• _Dataset excerpts_:

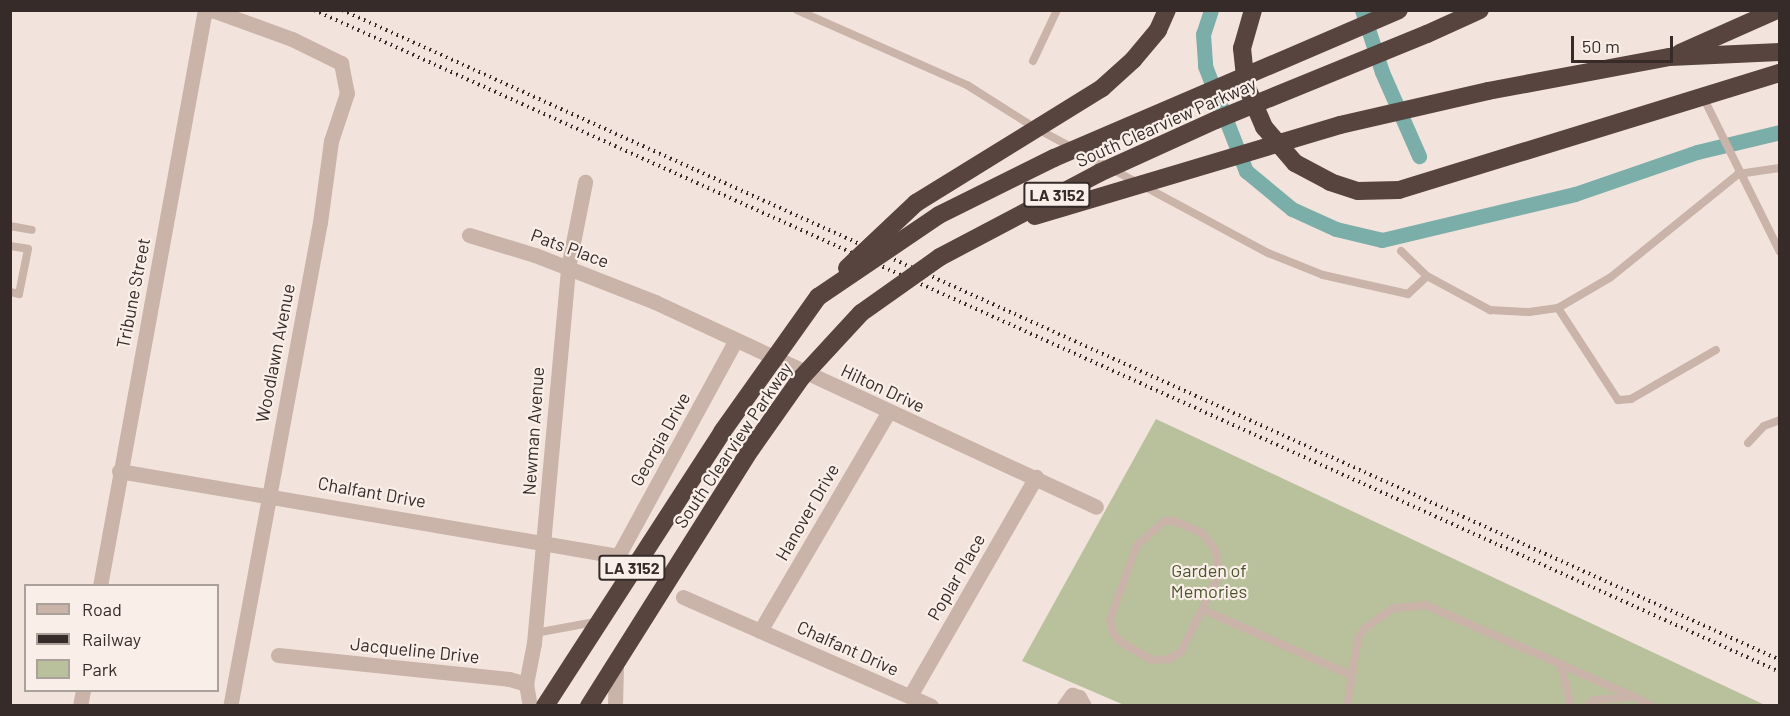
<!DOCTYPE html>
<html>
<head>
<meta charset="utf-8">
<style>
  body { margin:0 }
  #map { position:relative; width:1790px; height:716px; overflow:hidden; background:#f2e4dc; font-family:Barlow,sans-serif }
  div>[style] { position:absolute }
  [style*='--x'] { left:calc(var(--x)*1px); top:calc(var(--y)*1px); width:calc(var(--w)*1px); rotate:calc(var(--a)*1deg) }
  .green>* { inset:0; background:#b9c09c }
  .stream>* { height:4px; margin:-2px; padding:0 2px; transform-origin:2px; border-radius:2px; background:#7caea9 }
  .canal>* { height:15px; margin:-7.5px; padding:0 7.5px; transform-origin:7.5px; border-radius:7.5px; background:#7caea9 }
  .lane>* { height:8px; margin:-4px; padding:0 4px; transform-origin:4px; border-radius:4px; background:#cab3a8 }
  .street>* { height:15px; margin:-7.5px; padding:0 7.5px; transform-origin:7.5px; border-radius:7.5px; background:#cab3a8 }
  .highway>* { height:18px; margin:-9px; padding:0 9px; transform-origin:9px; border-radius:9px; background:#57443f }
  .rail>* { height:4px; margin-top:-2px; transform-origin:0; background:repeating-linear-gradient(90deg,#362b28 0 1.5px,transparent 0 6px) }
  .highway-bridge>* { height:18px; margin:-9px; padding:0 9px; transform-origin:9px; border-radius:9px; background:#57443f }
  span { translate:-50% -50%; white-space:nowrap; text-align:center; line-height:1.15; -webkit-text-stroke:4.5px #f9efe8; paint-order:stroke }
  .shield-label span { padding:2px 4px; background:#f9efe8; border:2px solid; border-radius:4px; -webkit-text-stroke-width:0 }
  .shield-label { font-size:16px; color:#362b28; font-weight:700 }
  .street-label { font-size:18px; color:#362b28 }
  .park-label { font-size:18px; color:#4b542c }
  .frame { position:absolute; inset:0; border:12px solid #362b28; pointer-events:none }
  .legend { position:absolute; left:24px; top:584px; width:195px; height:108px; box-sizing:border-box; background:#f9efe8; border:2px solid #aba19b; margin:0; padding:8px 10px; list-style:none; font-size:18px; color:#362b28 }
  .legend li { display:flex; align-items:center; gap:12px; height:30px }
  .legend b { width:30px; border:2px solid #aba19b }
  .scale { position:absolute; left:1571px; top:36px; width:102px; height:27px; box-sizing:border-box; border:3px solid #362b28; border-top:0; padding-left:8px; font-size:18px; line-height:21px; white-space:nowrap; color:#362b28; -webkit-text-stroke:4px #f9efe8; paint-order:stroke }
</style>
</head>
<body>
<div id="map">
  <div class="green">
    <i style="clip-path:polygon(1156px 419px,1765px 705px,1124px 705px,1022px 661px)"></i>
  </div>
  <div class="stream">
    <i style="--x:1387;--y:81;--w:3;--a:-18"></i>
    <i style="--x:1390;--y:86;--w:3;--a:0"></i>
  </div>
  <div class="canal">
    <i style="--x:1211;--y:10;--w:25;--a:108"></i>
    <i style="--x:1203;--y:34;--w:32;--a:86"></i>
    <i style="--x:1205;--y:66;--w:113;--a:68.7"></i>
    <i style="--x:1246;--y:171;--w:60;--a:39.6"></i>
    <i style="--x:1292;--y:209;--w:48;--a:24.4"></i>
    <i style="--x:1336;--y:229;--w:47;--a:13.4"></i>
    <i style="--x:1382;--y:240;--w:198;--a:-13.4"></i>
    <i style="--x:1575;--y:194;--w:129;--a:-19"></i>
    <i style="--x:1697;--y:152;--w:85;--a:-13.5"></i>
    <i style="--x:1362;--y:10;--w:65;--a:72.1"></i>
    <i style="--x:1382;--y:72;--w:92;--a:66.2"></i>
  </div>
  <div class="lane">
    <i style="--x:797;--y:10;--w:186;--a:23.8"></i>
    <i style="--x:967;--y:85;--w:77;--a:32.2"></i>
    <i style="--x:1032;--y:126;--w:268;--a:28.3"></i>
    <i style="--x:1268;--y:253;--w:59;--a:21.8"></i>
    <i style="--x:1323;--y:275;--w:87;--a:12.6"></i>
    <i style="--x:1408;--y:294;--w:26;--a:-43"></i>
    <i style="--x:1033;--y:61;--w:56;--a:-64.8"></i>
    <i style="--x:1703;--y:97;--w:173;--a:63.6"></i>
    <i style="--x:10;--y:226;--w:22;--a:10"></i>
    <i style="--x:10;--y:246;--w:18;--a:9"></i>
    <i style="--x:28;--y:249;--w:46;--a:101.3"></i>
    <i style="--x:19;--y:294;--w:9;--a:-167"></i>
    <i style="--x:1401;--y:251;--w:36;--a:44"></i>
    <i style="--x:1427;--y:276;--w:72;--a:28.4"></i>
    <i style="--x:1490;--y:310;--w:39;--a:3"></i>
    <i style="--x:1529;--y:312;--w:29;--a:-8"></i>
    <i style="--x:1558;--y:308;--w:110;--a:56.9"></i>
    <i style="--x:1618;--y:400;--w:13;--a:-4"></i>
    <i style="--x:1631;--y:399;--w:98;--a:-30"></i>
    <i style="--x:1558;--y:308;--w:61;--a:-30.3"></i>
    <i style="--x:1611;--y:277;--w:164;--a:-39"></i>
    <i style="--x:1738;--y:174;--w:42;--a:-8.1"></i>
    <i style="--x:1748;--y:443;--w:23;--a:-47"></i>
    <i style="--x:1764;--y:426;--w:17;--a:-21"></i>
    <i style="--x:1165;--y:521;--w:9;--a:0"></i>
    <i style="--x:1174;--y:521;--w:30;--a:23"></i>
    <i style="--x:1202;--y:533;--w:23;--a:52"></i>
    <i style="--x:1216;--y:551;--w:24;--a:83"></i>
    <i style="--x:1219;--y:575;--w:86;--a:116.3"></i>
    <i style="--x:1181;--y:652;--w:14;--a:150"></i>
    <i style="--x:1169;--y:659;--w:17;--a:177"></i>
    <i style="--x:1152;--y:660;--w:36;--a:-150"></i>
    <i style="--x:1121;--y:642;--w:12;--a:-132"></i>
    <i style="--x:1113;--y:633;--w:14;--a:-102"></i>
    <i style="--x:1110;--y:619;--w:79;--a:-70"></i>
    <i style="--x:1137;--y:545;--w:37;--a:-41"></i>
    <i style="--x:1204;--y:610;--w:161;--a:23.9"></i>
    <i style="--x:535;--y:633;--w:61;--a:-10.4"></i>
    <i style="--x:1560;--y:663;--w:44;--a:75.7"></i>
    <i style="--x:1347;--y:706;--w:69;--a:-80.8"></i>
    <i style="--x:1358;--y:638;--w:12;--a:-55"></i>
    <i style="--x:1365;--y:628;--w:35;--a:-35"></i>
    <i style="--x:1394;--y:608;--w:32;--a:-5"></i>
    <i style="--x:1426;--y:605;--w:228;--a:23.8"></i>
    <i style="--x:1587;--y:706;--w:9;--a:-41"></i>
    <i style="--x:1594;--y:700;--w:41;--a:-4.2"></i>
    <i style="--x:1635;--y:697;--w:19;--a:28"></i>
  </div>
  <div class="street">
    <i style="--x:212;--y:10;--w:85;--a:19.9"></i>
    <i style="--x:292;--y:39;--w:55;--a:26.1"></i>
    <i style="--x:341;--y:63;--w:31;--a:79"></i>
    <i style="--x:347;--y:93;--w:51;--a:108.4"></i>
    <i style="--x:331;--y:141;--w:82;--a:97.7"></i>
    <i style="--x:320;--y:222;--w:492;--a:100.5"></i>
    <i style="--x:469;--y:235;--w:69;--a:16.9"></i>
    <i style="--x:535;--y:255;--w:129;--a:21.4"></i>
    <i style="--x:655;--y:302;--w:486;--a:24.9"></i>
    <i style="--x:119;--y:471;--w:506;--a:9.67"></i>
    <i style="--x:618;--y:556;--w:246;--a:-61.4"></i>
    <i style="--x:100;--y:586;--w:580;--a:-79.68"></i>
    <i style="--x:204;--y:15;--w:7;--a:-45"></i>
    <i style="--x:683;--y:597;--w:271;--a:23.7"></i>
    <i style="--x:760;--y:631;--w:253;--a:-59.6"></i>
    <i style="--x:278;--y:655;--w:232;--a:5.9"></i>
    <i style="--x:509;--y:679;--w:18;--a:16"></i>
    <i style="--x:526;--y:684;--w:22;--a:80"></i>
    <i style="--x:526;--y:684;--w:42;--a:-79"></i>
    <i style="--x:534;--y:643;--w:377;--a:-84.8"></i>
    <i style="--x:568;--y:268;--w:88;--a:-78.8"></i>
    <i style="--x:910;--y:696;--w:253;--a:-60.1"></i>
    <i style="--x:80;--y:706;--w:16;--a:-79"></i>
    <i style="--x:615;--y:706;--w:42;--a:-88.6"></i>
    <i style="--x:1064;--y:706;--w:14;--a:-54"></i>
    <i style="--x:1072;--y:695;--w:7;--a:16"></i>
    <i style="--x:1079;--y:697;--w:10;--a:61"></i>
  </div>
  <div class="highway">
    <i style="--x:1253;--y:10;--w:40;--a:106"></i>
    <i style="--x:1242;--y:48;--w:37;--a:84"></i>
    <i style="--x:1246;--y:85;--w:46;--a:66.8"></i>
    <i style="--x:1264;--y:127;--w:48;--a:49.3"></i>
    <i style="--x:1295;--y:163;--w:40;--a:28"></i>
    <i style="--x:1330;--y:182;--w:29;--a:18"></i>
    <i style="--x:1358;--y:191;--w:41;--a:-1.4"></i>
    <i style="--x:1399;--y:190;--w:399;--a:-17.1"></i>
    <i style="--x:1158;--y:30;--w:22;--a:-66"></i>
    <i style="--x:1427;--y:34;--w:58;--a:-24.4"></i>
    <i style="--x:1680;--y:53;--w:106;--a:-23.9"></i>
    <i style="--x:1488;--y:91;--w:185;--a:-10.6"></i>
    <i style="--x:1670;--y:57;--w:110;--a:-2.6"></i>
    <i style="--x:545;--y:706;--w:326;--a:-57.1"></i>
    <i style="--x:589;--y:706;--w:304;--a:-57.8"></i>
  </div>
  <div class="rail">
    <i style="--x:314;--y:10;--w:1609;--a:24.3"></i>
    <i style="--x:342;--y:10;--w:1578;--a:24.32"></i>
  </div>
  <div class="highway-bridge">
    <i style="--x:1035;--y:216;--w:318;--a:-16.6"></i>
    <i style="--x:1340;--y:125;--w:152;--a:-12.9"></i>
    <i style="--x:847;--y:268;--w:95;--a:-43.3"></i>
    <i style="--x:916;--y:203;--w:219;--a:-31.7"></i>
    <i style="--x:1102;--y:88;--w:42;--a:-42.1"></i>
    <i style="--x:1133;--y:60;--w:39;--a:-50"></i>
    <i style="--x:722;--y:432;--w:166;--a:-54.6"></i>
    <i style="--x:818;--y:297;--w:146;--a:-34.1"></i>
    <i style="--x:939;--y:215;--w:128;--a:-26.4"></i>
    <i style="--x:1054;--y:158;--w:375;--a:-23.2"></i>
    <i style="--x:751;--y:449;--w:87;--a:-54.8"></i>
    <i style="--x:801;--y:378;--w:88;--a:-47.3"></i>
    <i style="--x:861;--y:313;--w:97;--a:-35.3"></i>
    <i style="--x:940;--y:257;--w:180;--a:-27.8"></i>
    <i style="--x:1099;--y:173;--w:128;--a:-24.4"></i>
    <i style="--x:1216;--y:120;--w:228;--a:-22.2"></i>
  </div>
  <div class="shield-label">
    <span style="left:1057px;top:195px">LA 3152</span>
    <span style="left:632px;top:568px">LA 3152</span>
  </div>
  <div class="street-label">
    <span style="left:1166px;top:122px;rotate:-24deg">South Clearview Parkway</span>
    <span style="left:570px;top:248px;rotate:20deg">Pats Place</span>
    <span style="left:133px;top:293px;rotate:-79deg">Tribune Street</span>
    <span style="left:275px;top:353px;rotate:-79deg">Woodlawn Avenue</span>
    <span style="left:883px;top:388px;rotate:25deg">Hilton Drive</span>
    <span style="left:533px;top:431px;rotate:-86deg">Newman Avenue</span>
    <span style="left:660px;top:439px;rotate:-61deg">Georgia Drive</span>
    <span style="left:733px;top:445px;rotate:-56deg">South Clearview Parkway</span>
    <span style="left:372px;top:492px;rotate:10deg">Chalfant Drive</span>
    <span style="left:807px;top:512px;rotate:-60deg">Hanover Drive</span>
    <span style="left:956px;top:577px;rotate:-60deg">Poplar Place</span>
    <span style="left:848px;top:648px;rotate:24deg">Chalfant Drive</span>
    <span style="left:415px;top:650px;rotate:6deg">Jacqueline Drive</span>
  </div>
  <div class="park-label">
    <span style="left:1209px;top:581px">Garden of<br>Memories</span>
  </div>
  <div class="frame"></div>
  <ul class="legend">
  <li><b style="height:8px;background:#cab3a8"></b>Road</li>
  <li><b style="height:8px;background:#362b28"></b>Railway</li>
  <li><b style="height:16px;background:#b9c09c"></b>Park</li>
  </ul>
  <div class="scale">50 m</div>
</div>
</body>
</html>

• _Exercise details_:
A single number is the answer: the number of lines in the entries that contain "canal".

• _Answer to this task_:
2